Data extracted from a collection
▼
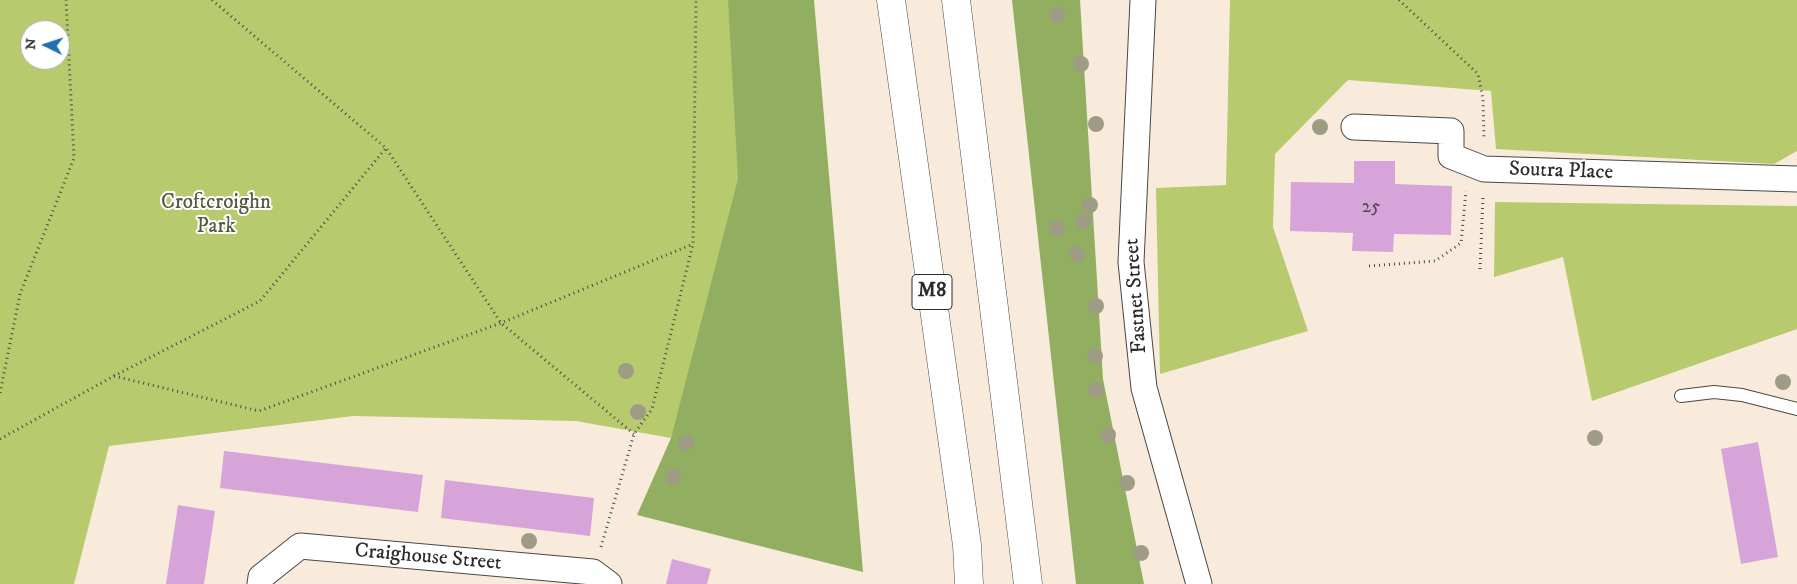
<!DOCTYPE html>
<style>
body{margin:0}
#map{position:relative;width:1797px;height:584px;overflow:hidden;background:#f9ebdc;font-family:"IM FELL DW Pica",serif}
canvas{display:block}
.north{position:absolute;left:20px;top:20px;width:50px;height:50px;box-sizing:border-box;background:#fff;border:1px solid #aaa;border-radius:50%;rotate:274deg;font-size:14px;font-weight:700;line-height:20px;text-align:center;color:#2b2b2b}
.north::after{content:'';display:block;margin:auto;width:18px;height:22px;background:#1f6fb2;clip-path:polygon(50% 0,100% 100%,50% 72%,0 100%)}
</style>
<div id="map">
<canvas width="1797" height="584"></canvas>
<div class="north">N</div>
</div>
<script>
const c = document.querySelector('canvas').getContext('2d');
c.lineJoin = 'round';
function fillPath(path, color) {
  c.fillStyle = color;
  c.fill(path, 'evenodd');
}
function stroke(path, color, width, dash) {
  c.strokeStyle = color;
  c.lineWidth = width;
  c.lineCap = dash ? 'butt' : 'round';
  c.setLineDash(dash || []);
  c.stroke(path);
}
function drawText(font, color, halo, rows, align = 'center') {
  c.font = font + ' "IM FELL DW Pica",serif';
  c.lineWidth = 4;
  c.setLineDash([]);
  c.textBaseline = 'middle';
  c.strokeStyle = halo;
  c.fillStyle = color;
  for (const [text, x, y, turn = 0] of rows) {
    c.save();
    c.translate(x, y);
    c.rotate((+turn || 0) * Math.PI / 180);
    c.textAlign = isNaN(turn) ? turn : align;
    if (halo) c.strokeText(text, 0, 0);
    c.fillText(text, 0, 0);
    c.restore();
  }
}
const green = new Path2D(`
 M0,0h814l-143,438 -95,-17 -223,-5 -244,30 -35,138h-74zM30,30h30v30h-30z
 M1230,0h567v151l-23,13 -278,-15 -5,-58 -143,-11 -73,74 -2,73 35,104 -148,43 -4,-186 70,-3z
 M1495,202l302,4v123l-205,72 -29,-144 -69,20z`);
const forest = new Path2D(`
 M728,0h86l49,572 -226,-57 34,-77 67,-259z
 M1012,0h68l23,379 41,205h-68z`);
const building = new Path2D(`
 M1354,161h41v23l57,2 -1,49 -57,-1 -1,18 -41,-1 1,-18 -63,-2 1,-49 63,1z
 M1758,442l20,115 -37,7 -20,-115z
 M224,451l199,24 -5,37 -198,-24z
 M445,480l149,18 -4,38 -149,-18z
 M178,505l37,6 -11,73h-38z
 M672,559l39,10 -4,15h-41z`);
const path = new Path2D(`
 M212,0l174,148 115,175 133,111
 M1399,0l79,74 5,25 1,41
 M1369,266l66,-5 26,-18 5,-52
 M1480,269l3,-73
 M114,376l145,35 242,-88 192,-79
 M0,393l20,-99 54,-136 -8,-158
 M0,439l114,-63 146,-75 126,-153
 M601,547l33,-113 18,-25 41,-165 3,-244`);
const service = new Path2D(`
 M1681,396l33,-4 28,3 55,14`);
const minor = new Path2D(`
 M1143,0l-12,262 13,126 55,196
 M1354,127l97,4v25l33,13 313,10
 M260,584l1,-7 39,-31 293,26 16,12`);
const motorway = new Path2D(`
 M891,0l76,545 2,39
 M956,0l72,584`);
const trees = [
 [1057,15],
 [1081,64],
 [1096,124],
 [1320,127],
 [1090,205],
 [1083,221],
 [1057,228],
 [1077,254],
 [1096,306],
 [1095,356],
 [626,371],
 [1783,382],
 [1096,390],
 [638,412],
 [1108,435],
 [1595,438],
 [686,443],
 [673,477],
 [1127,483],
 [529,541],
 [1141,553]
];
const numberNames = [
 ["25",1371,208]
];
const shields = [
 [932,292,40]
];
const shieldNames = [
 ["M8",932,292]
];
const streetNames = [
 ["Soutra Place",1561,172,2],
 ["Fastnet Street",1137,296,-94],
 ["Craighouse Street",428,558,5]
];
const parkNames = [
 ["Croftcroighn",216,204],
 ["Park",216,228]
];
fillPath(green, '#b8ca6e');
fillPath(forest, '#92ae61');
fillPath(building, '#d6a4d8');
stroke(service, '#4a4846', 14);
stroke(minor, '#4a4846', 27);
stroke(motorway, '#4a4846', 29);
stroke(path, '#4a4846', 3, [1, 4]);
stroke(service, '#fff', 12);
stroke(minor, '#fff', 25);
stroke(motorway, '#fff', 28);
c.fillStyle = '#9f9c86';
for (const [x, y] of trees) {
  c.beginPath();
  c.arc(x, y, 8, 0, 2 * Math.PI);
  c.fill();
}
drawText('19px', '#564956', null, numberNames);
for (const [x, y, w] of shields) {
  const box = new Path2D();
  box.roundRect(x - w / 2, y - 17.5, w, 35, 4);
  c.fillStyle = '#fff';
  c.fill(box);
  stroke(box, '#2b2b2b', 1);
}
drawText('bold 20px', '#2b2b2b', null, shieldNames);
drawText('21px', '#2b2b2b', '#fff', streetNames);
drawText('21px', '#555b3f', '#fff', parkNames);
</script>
▲
▼
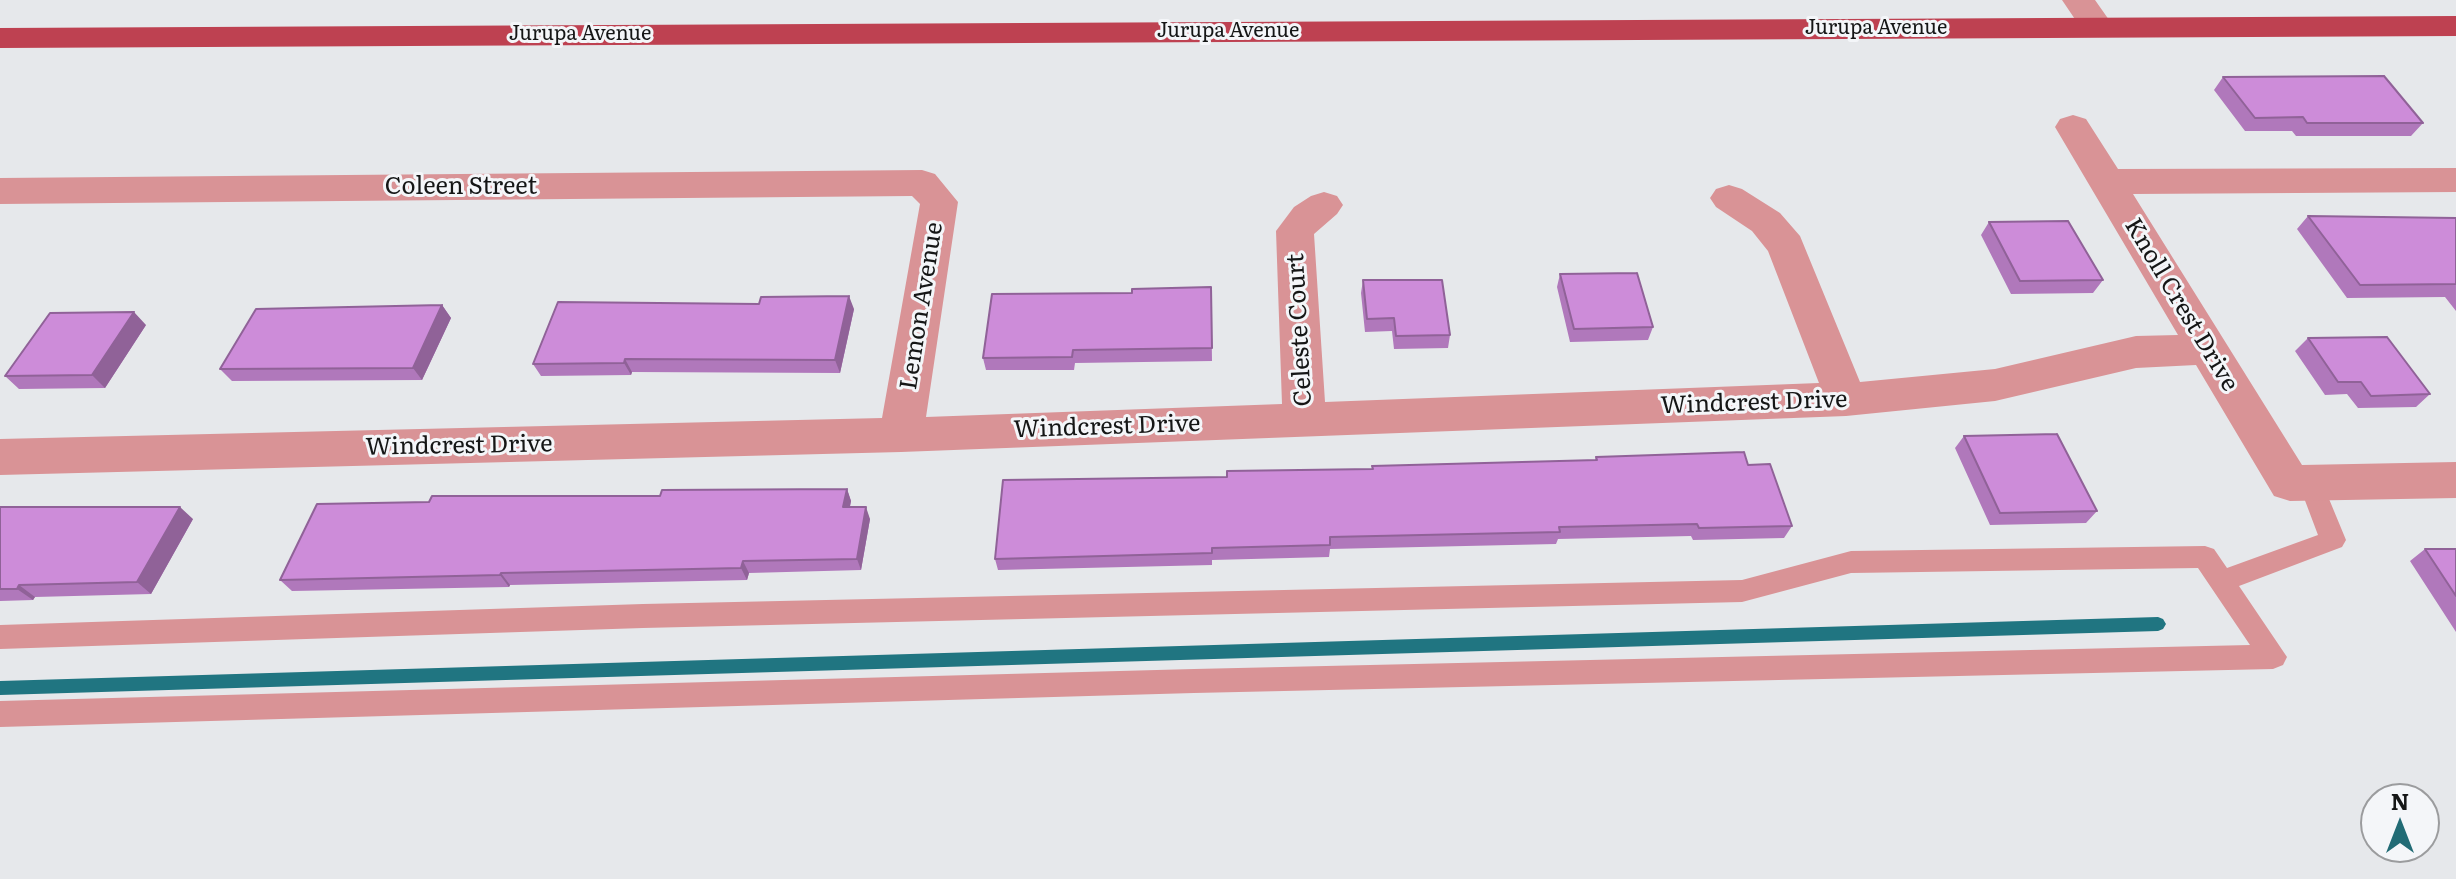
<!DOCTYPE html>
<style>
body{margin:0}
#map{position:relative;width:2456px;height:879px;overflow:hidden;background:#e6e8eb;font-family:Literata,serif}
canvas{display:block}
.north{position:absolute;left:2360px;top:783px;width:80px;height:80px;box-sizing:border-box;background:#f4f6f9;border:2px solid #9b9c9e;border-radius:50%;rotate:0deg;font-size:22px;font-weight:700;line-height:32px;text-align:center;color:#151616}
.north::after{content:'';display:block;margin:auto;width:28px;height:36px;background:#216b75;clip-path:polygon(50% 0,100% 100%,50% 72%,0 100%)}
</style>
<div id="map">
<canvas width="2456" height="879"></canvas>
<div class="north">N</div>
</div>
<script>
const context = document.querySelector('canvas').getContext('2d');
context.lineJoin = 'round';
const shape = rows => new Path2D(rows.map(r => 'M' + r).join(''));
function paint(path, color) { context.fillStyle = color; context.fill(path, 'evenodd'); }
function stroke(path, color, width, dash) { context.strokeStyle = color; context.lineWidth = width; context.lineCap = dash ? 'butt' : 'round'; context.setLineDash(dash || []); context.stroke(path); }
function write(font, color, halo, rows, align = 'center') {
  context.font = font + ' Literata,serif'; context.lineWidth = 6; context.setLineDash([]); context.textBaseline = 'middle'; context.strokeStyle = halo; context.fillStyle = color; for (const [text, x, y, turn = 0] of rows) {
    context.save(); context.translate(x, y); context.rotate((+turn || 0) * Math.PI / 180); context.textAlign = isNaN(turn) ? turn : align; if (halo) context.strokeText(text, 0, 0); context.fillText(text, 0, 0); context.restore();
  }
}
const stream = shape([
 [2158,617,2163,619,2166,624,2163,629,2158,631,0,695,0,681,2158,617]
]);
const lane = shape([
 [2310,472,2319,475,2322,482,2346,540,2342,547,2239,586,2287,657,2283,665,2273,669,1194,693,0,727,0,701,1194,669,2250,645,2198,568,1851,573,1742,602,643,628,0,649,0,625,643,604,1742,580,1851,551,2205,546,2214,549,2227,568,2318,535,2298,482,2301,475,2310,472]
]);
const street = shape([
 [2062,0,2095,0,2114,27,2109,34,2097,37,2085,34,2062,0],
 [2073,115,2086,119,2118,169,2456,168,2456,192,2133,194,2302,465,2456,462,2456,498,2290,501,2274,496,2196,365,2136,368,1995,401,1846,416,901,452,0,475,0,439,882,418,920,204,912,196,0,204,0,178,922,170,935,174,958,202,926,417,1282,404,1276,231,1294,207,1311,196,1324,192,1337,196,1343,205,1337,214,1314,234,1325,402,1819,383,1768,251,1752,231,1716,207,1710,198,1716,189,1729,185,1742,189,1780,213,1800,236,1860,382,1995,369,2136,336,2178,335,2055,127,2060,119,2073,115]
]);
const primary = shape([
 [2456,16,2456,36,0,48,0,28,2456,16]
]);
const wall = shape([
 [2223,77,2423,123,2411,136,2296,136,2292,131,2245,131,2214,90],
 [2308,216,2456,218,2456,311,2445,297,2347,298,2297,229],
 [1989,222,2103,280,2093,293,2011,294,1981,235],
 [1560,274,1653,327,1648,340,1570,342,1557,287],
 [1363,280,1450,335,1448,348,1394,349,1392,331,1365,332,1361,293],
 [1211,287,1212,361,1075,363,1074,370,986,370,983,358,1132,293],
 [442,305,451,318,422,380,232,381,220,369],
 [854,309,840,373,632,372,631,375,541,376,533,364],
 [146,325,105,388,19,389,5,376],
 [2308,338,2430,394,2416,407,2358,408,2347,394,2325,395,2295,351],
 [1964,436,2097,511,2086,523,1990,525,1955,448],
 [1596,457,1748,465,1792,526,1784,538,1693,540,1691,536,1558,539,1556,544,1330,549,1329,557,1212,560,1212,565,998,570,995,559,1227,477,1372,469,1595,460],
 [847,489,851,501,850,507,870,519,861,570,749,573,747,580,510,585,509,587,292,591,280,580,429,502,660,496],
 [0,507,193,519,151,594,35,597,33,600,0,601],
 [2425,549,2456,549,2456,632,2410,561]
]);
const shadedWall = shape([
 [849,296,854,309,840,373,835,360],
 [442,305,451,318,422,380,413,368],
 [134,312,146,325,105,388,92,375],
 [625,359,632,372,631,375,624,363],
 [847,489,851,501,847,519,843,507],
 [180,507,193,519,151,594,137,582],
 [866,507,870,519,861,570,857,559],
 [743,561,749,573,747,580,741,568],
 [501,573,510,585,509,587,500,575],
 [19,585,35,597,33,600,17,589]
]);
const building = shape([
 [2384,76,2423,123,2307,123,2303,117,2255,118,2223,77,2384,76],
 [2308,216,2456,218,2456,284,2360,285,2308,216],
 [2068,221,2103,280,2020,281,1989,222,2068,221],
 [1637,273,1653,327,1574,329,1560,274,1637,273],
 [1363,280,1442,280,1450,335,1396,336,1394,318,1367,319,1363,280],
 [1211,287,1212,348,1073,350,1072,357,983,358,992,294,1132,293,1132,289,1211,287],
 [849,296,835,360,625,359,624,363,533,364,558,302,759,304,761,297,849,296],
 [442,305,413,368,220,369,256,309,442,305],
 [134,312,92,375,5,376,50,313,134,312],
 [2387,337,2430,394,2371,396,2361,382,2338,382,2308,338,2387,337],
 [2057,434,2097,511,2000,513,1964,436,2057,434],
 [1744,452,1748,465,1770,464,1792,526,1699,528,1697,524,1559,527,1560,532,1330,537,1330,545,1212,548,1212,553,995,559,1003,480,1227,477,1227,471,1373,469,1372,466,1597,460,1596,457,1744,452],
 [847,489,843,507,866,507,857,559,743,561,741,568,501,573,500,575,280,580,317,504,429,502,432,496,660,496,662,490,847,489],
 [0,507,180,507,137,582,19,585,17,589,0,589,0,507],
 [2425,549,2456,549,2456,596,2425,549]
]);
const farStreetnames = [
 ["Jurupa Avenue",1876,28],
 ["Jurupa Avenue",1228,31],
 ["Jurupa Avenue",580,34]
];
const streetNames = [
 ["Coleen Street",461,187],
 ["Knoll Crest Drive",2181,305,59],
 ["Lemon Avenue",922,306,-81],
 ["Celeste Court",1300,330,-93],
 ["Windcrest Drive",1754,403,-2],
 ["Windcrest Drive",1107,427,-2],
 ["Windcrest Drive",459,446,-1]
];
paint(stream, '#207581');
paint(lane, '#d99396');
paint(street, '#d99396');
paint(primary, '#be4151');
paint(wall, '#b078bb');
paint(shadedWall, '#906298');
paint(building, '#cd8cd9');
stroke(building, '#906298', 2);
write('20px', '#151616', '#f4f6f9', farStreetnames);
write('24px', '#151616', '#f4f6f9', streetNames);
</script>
▲
**Required action:**
Only a number is wanted here: how many lines in the data above include the string "size"?

**Problem solution:**
2